Na pewno niejednokrotnie słyszeliście już o występach "dziwadeł" organizowanych, by za odpowiednią ilość monet ukazać publice niecodzienne persony z całego świata.Popularna rozrywka przełomu XIX i XX wieku (choć znana była już w średniowieczu), nasycająca oglądających deformacjami ciała, chorobami a także mistyfikacją.Jeżeli chcecie zagłębić się w tym temacie, to książka odpowiednia dla was.Joanna Zaręba przedstawiła freaks shows z innej strony, tej całkowicie ludzkiej by wytłumaczyć czytelnikom genezę i powody zjawiska.
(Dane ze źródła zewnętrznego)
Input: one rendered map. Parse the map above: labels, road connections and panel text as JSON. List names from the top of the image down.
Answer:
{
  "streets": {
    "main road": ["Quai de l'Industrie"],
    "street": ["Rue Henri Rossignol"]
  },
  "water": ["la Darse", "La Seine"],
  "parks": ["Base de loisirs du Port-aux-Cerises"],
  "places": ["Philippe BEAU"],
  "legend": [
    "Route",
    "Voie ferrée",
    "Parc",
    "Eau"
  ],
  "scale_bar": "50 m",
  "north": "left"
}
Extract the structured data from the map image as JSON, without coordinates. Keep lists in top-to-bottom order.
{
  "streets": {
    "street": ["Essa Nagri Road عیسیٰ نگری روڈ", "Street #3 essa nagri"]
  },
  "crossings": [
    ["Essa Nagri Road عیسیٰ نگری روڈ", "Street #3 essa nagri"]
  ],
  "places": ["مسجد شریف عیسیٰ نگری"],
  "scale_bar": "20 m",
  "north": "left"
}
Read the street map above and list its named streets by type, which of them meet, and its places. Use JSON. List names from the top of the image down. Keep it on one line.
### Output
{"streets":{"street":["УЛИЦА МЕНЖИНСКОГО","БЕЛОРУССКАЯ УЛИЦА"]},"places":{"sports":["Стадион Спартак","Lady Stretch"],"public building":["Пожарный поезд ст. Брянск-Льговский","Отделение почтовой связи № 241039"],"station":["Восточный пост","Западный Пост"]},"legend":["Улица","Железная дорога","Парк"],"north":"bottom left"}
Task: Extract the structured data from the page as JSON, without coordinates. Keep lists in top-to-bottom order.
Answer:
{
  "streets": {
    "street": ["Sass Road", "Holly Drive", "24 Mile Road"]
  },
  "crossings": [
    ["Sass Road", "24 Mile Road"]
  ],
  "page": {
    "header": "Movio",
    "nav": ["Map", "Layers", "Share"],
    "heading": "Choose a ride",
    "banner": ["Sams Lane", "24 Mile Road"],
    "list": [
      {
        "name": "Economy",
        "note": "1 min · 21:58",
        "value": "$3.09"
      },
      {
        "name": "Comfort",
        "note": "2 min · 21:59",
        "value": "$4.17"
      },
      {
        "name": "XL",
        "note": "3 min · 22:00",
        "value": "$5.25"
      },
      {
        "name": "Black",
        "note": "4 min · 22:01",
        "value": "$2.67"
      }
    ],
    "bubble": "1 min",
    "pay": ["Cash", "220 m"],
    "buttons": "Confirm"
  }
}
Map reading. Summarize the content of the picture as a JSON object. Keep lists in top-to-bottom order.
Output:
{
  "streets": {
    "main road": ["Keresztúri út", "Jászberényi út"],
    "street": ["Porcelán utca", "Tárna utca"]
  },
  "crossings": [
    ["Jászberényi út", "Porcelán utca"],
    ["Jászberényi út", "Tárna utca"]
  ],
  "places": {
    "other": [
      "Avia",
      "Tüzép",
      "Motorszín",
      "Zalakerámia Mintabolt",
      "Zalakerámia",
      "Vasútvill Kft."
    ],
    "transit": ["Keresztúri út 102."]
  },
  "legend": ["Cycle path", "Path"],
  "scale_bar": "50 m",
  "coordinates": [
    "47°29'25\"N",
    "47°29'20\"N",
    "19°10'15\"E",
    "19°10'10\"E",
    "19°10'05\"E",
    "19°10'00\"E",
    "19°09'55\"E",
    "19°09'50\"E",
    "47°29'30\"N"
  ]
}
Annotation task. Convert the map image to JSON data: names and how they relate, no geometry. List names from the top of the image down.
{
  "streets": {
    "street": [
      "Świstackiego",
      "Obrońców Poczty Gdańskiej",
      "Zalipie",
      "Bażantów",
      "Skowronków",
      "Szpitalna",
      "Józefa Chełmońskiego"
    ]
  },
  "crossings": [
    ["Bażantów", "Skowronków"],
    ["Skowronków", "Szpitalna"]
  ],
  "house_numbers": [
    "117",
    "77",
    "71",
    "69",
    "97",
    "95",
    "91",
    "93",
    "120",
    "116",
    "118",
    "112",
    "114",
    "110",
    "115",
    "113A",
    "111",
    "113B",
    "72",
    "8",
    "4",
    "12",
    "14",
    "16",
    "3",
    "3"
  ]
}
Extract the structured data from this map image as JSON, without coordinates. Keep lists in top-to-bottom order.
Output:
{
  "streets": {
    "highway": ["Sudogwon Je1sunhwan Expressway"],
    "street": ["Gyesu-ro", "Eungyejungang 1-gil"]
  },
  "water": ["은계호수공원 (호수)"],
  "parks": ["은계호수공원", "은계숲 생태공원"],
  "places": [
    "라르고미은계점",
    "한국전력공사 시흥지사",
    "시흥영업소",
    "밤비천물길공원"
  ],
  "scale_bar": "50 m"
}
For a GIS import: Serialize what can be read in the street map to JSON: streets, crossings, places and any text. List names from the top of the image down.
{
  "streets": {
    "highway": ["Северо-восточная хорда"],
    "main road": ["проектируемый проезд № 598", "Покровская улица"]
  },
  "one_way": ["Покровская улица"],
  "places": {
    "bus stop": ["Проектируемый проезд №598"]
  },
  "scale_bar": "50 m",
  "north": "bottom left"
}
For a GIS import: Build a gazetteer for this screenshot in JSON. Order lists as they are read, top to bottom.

Raczy nas ciekawostkami i swoimi refleksjami.
Freak shows czyli pokaz anomalii ludzkich było wydarzeniem ku uciesze oglądających oraz edukacyjnym.
Doktorzy z uczelni zjeżdzali się wtedy, ponieważ mieli okazję zbadać konkretne schorzenia, których wcześniej nie widzieli.Dzięki temu przetrwały po czasy współczesne ciekawe opisy lekarskie.
Książka podzielona jest na rozdziały gdzie Pani Zaręba pogrupowała konkretne cudna natury.
Mamy tu człowieka wilkołaka, syjamskie bliźniaki, najgrubsze i najchudsze osobistości, karły i wiele innych.Historie a także rekordy z ich życia poprzeplatane anegdotami.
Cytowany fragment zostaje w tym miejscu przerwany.